Today, nano-gold shows huge potential in the biomedical field by virtue of unique physicochemical property and optical property thereof, and research of nano-gold also gets very extensive attention. The nano gold is a gold material with the grain diameter of 1nm-250nm, is easy to synthesize, has small toxicity and good biocompatibility, can accurately regulate and control the optical property of the nano gold, and is easy to be used for modifying medicines and targeting molecules. As nano metal particles, surface electrons can only vibrate in a nano size, thus generating a local plasma phenomenon, and when near infrared light with a proper wavelength is used for irradiation, the metal particles can absorb light energy and convert the light energy into heat energy, namely, a photothermal effect. And the nano gold is used as inert metal, and in an excitation area, because of the enhancement of a near-surface electromagnetic field, a Raman scattering signal absorbed by molecules is greatly enhanced compared with that of common Raman scattering. By utilizing the Surface Enhanced Raman Scattering (SERS) and local plasmon resonance (LSPR) effects of the nanogold, the nanogold becomes a research hotspot of current tumor treatment and early disease diagnosis. At present, the preparation of the nano gold particles is divided into two strategies, namely a top-down physical method and a bottom-up chemical method. The seed growth method is the most common method at present, and can further grow the gold core into the gold nano-particles with specific size and shape.

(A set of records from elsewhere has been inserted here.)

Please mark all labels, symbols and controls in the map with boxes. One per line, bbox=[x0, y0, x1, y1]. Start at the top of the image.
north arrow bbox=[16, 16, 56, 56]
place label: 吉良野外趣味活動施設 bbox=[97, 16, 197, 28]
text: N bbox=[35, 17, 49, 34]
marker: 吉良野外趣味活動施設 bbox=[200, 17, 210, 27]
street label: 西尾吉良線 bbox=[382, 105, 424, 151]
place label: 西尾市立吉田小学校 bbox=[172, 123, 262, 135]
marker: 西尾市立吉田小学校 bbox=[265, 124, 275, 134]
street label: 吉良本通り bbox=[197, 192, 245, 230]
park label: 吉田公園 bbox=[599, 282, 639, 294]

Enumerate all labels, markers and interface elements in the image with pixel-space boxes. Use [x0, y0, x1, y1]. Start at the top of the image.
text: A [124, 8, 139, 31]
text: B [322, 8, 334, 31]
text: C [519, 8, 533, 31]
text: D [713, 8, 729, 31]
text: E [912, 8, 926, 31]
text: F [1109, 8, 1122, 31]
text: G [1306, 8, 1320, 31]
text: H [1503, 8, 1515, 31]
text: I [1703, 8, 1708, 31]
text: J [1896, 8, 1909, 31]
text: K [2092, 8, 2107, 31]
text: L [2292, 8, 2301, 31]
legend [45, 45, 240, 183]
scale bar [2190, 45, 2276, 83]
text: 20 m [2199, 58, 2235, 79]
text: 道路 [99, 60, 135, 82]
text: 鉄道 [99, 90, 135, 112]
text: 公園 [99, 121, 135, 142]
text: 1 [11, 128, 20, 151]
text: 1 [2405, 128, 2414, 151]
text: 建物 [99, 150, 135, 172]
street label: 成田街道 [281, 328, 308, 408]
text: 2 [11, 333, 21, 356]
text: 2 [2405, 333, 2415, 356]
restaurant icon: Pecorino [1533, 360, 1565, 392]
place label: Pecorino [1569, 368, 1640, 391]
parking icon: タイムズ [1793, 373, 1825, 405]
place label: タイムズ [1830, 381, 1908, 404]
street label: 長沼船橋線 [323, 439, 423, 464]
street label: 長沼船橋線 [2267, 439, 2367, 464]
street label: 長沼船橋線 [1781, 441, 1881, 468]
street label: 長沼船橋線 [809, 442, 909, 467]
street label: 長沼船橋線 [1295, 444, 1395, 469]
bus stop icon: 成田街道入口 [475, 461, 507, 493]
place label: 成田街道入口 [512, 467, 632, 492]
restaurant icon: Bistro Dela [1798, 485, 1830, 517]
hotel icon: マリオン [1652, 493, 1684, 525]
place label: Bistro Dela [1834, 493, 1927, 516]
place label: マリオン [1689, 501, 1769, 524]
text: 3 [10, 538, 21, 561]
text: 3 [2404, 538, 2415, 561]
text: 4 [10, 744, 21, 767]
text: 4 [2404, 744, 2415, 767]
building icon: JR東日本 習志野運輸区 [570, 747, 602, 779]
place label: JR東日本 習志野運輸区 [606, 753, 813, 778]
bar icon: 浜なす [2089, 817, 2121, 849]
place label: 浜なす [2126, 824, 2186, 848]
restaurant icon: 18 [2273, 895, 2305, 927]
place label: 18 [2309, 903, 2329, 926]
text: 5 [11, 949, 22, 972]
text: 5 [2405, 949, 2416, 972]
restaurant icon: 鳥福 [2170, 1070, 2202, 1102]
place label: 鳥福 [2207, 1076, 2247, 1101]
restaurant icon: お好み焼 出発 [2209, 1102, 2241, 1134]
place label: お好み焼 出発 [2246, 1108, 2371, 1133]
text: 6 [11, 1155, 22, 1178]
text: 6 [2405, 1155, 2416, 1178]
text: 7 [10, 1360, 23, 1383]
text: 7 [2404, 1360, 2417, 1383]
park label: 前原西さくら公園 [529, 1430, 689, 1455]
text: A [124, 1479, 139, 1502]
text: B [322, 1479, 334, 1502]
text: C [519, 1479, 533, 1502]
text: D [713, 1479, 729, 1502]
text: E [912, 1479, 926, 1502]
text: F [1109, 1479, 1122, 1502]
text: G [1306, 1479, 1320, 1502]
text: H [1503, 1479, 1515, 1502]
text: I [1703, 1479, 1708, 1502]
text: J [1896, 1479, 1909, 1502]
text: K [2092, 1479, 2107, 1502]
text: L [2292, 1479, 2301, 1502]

In order to rapidly and efficiently obtain nanogold with different shapes and properties, which can be used in the fields of tumor diagnosis and treatment such as photothermal therapy, photoacoustic imaging and the like, a universal and environment-friendly preparation method of nanogold particles is developed to meet new research requirements.
Disclosure of Invention
In order to overcome the defects in the prior art, the invention aims to synthesize a series of gold nanoparticles with different shapes and sizes of 50nm or 100nm by using a seed growth method, and the obtained gold nanoparticles have better water solubility and monodispersity and good biocompatibility and can be used for tumor photothermal therapy and photoacoustic imaging.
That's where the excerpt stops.